- Oral presentation
- Open Access
Tissue viral dynamics in SIV infected macaques with highly active antiretroviral therapy (HAART)
© Bourry et al; licensee BioMed Central Ltd. 2009
- Published: 24 September 2009
- Viral Replication
- Antiviral Drug
- Plasma Viral Load
- Peripheral Lymph Node
Under highly active antiretroviral therapy (HAART), the persistence of HIV in tissue reservoirs represent a major obstacle to viral eradication. Thus our objectives were: (1) To evaluate the viral replication and dissemination simultaneously in blood, secondary lymphoid tissues and the gut during SIV acute infection of macaque as a model of HIV infection and AIDS. (2) To assess the effect of a short term HAART initiated at different stages during SIV infection on viral dissemination and replication. (3) To correlate viral replication in tissues with local concentration of antiviral drugs.
Three viral markers of viral replication and dissemination were measured in cynomolgus macaques inoculated with 50 AID: viral mRNA (viral replication), 2LTR circles (new infection), and viral DNA (viral dissemination). Blood, spleen, peripheral (inguinal and axillary) and mesenteric lymph nodes, rectum, colon and ileum were studied simultaneously in groups of 4 to 5 macaques treated with a placebo or the combination of AZT/3TC and indinavir during 14-28 days and initiated at days 0 (4 h post infection (pi)), 7, 14 and 101 pi.

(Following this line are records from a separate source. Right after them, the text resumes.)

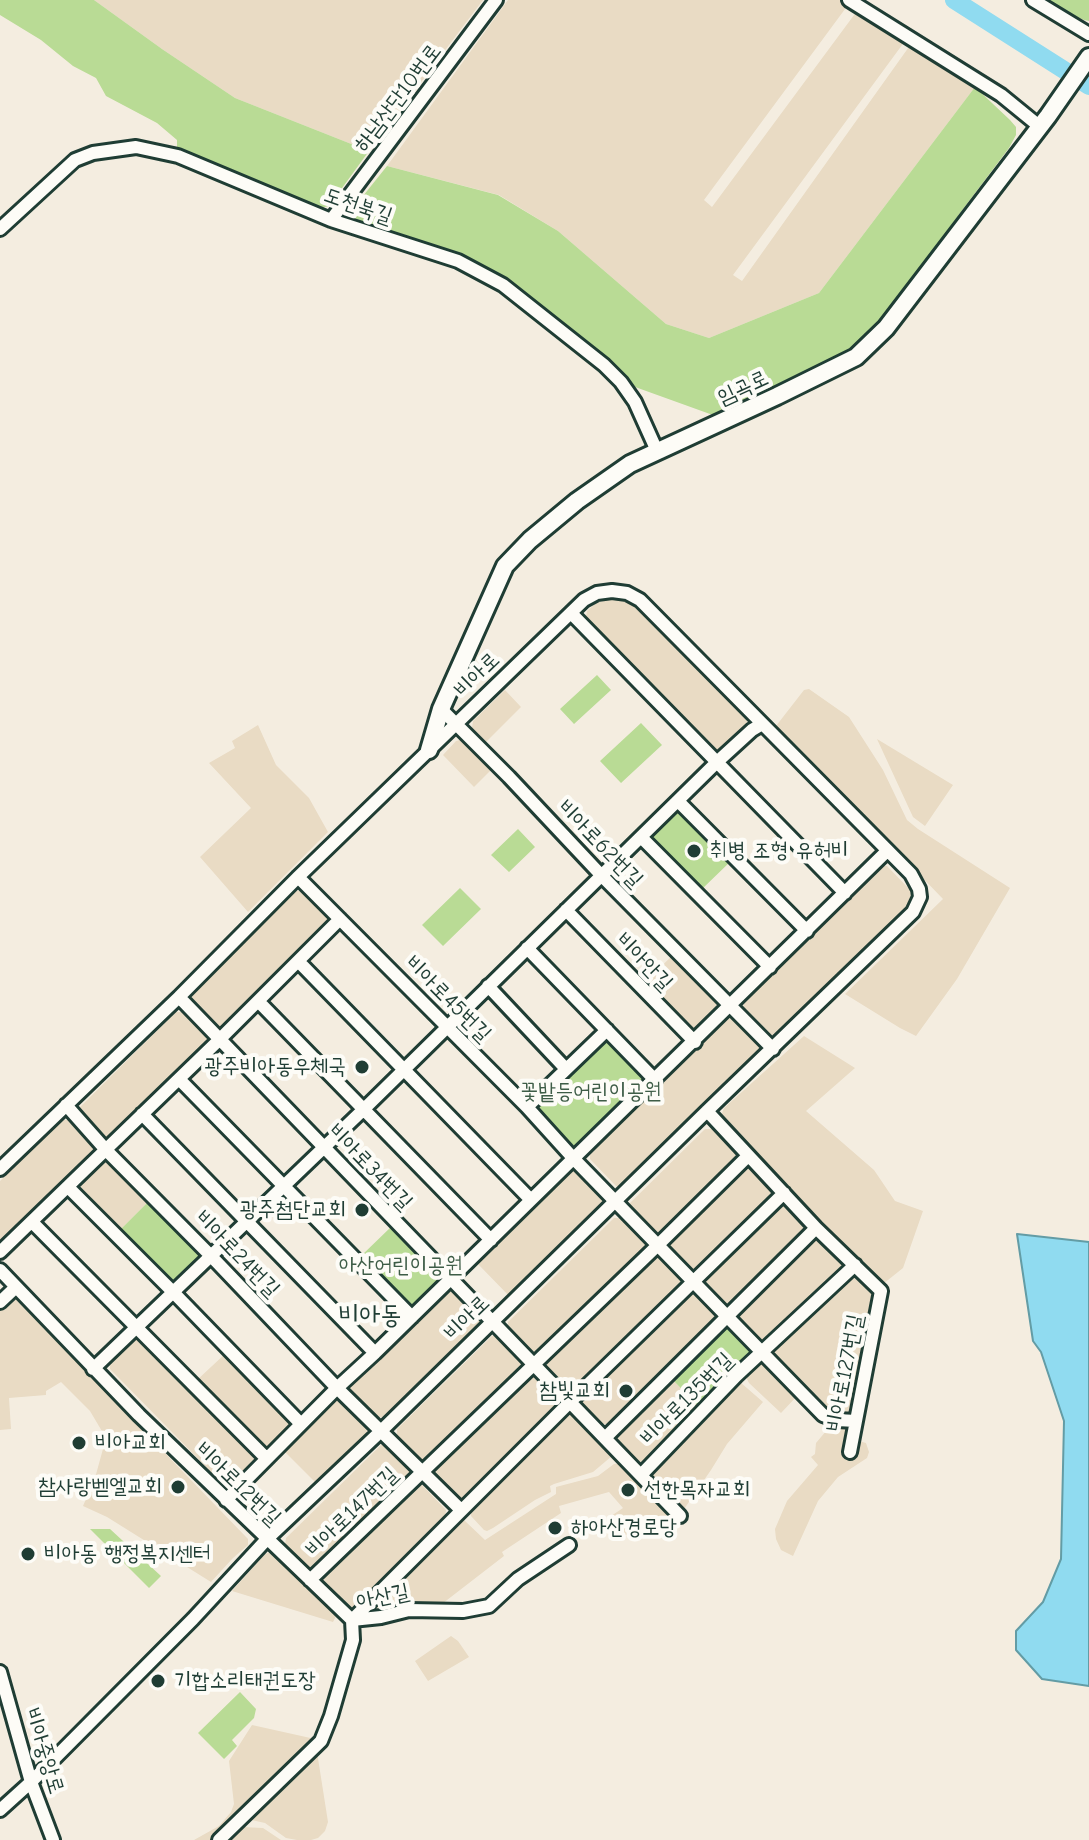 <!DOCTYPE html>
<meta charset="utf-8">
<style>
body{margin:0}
canvas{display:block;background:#f4ede0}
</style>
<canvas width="1089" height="1840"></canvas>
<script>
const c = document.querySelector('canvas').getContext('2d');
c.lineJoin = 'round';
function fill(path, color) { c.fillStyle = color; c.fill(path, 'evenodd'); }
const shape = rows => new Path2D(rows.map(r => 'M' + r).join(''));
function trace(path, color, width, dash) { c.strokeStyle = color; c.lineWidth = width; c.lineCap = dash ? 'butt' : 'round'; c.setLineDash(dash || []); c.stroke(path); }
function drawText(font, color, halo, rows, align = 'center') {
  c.font = font + ' "Comic Neue","Poor Story",sans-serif'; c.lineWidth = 8; c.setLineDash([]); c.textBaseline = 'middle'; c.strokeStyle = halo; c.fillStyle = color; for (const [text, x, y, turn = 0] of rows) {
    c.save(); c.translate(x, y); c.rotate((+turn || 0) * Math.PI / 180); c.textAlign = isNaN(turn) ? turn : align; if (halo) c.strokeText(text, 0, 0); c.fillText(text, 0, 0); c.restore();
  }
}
const built = shape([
 [94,0,483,0,369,151,235,98,162,49],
 [508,0,840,0,848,5,704,200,712,207,857,11,905,41,733,275,742,281,911,44,975,87,819,293,709,338,666,324,558,231,499,195,387,166],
 [607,600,623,600,634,603,747,719,747,729,722,752,714,751,586,617,587,611,596,603],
 [809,689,849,717,883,770,907,820,918,829,1010,888,957,979,916,1036,900,1028,845,994,943,899,776,726,804,690],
 [505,690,521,707,486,742,472,728,473,721],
 [258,725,276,765,309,798,328,832,248,912,200,857,251,808,209,763,235,748,232,741],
 [464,739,492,769,474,787,443,755,456,741],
 [877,739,953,785,925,826,913,817],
 [881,866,887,866,914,894,914,903,779,1035,770,1035,744,1009,743,1001],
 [296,891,305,891,329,917,330,924,224,1027,215,1026,192,1003,192,995],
 [675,953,720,999,721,1010,699,1032,690,1032,643,984],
 [176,1012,185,1012,210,1038,211,1043,108,1139,104,1138,80,1114,80,1107],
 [729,1016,733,1016,761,1044,760,1054,625,1186,616,1186,590,1159,590,1152],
 [804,1036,855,1068,806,1111,874,1170,895,1201,923,1211,903,1268,883,1284,865,1269,720,1119,724,1108],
 [62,1120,72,1120,97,1146,97,1152,0,1246,0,1181],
 [705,1129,715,1129,736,1150,736,1159,661,1232,654,1233,630,1209,630,1203],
 [103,1160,111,1160,149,1201,119,1231,81,1192,80,1182],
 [741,1168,751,1168,772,1189,772,1197,697,1271,690,1271,666,1247,666,1242],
 [571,1170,575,1170,603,1199,603,1208,511,1298,477,1263],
 [776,1204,786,1204,807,1225,807,1232,731,1307,725,1307,701,1283,701,1278],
 [614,1218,625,1218,646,1240,646,1248,540,1352,531,1352,508,1329,508,1322],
 [812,1238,822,1238,843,1259,843,1266,766,1342,761,1342,737,1318,737,1312],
 [654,1256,661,1256,682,1277,682,1284,574,1392,567,1392,547,1371,547,1363],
 [853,1273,858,1274,878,1296,853,1415,830,1413,773,1354,773,1348],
 [446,1291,455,1291,480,1317,480,1327,385,1417,375,1417,350,1390,350,1383],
 [690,1292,697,1292,717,1311,717,1319,609,1424,600,1424,582,1406,583,1396],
 [16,1299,248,1539,248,1545,233,1558,211,1582,107,1517,83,1506,95,1478,106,1438,90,1411,61,1382,46,1391,46,1395,9,1398,11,1429,0,1430,0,1309,9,1300],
 [492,1336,498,1336,522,1361,522,1368,427,1461,420,1461,397,1437,397,1429],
 [135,1339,141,1339,254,1456,255,1462,231,1485,224,1485,110,1369,110,1363],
 [227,1352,292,1419,293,1426,269,1449,262,1449,196,1381],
 [759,1362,768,1363,798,1395,781,1413,749,1383,746,1377],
 [529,1376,537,1376,559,1399,559,1408,464,1500,456,1500,434,1478,434,1469],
 [671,1378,700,1408,645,1463,635,1463,614,1441,615,1433],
 [736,1382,740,1382,763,1402,727,1444,711,1470,682,1512,649,1480,655,1468],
 [333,1400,341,1400,367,1426,367,1435,317,1484,283,1450],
 [567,1413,576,1414,610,1449,612,1456,593,1472,554,1484,550,1486,551,1492,535,1500,493,1528,487,1531,484,1530,471,1516,471,1506],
 [832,1424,845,1426,852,1455,856,1455,859,1441,866,1443,869,1452,867,1458,838,1477,818,1501,793,1556,781,1550,776,1539,775,1529,787,1501,818,1465,811,1457,815,1454,816,1443],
 [381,1445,387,1445,410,1470,410,1477,316,1569,309,1569,285,1545,286,1538],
 [625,1463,676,1518,664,1534,656,1538,646,1538,613,1533,611,1516,623,1508,609,1492,559,1506,561,1513,502,1552,504,1556,438,1607,412,1604,363,1614,457,1520,464,1520,485,1540,556,1494,556,1487,598,1476,614,1464],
 [416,1485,422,1485,446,1510,445,1517,351,1609,344,1609,321,1585,321,1578],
 [271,1552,335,1612,336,1616,333,1622,232,1591,265,1554],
 [451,1636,458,1641,469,1657,428,1681,415,1661],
 [252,1725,315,1739,215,1840,194,1840,219,1826,231,1812,234,1804,229,1761],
 [317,1752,328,1822,325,1831,318,1838,311,1840,297,1840,286,1838,265,1823,247,1819],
 [242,1827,263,1828,281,1840,226,1840]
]);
const green = shape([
 [0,0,94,0,162,49,235,98,369,151,329,206,321,208,208,166,181,153,177,148,177,140,157,123,106,96,96,78,73,66,41,40,0,15],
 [1045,0,1089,0,1089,21,1084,20,1054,7],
 [975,87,1010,120,1016,127,1016,135,1009,148,960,213,897,302,873,332,854,350,720,415,710,414,624,383,496,280,343,221,387,166,498,195,558,231,666,324,709,338,819,293],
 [597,675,611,690,574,724,560,709],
 [641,723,662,745,621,783,600,761],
 [676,812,684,812,732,860,701,890,653,843,653,834],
 [518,829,535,847,509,872,491,855],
 [460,888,481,909,443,946,422,925],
 [602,1041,610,1041,642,1073,642,1080,577,1145,572,1145,539,1111,539,1104],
 [149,1201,198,1252,199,1258,175,1281,167,1280,119,1231],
 [393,1225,441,1275,441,1284,417,1307,409,1306,360,1257],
 [723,1326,731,1327,752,1348,752,1356,700,1408,671,1378],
 [90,1529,110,1529,161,1576,149,1588],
 [240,1692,256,1709,254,1718,232,1740,237,1746,224,1759,198,1733]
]);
const water = shape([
 [1017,1234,1089,1242,1089,1686,1042,1679,1016,1650,1016,1631,1043,1602,1061,1559,1064,1421,1041,1352,1033,1341,1017,1234]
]);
const river = shape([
 [954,0,1089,86]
]);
const minor = shape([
 [849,0,1001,95,1039,126],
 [1033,0,1089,34],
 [331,220,496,0],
 [0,229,75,160,93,153,136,147,178,156,331,220,458,261,503,285,604,365,621,382,635,402,657,451],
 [571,613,845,893],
 [441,709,509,777,601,875,773,1049],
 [678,801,807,931],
 [641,837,770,967],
 [298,877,527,1107,574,1159,823,1415,837,1420,856,1421],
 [566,910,695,1042],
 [527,948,655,1080],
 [299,962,531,1200],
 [488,986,566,1069],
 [179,997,680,1516],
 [258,1001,491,1240],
 [179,1079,412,1317],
 [66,1105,106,1150,211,1256,337,1388,461,1510],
 [527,1107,607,1030],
 [707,1111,816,1228,881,1291,850,1452],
 [142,1114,375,1353],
 [0,1169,179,997,298,877,584,600,597,593,612,591,627,593,640,600,911,874,919,889,920,897,913,912,707,1111,381,1431,267,1539,193,1619,31,1782,0,1810],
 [68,1187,173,1292,301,1424],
 [32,1222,266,1458],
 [0,1252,219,1040,340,919],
 [0,1270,139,1415,352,1620],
 [0,1302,16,1287],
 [93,1369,364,1109,717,762,752,730,762,724],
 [605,1438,816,1228],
 [641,1475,736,1376,855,1265],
 [226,1500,337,1388,375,1353,887,851],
 [310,1580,658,1245,748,1156],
 [352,1620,570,1402,784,1193],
 [352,1620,381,1617,409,1610,463,1611,489,1606,518,1579,569,1545],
 [0,1672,31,1782,53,1840],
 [219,1840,321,1741,331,1716,353,1640,352,1620]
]);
const major = shape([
 [429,750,441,709,505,566,530,540,577,501,630,464,777,396,856,357,886,328,1048,116,1089,57]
]);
const markers = [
 [694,851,8,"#1f3d34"],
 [362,1067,8,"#1f3d34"],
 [362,1210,8,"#1f3d34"],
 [626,1391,8,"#1f3d34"],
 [79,1443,8,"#1f3d34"],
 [178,1487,8,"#1f3d34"],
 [628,1490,8,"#1f3d34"],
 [555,1528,8,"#1f3d34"],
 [28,1554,8,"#1f3d34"],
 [158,1681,8,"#1f3d34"]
];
const streetNames = [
 ["하남산단10번로",398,98,-53],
 ["도천북길",358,206,19],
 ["임곡로",743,388,-25],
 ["비아로",477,675,-44],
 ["비아로62번길",600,844,46],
 ["비아안길",644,962,46],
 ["비아로45번길",448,999,45],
 ["비아로34번길",370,1167,46],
 ["비아로24번길",237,1254,46],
 ["비아로",467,1318,-44],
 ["비아로127번길",845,1373,-79],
 ["비아로135번길",687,1399,-45],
 ["비아로12번길",238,1484,44],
 ["비아로147번길",352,1512,-44],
 ["아산길",383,1597,-12],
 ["비아중앙로",44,1751,73]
];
const poiNames = [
 ["취병 조형 유허비",710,851],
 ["광주비아동우체국",346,1067,"right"],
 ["광주첨단교회",346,1210,"right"],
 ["참빛교회",610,1391,"right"],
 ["비아교회",95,1443],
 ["참사랑벧엘교회",162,1487,"right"],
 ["선한목자교회",644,1490],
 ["하아산경로당",571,1528],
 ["비아동 행정복지센터",44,1554],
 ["기합소리태권도장",174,1681]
];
const parkNames = [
 ["꽃밭등어린이공원",591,1092],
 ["아산어린이공원",401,1266]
];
const quarterNames = [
 ["비아동",370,1316]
];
fill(built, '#e9dbc4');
fill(green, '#b9db95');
fill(water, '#90dbf0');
trace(water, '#639ca5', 2);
trace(river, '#90dbf0', 18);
trace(minor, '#1f3d34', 18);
trace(major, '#1f3d34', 22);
trace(minor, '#fdfcf7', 12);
trace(major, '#fdfcf7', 16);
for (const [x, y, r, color] of markers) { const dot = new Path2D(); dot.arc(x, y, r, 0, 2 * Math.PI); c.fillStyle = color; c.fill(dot); trace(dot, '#fdfcf7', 3); }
drawText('22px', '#1f3d34', '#fdfcf7', streetNames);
drawText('22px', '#1f3d34', '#fdfcf7', poiNames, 'left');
drawText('22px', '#3e5d47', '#fdfcf7', parkNames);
drawText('26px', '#1f3d34', '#fdfcf7', quarterNames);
</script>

During acute infection, the three markers varied similarly within a same tissue. However viral replication and dissemination differ between tissues, particularly after peak of viremia. Plasma viral load decrease mainly reflects a severe decline in gut associated lymphoid tissue (GALT) viral replication whereas levels of viral mRNA and DNA remained stable in spleen and peripheral lymph nodes. Initiation of HAART before peak of viremia significantly impact on viral dissemination and replication in all tissues but did not prevent infection, even when treatment was initiated 4 h pi. Initiation of HAART, just after the viremia peak or during chronic infection, had a strong effect on virus production in plasma and GALT, but high levels of viral mRNA and DNA persist in peripheral lymph nodes and spleen. Viral replication in tissues was inversely correlated with local antiviral drugs concentrations.
We demonstrated the persistence of viral replication and dissemination in lymphoid tissues during primary infection. Control of viral replication in tissues is highly dependent on antiretrovirals tissular distribution.
This article is published under license to BioMed Central Ltd.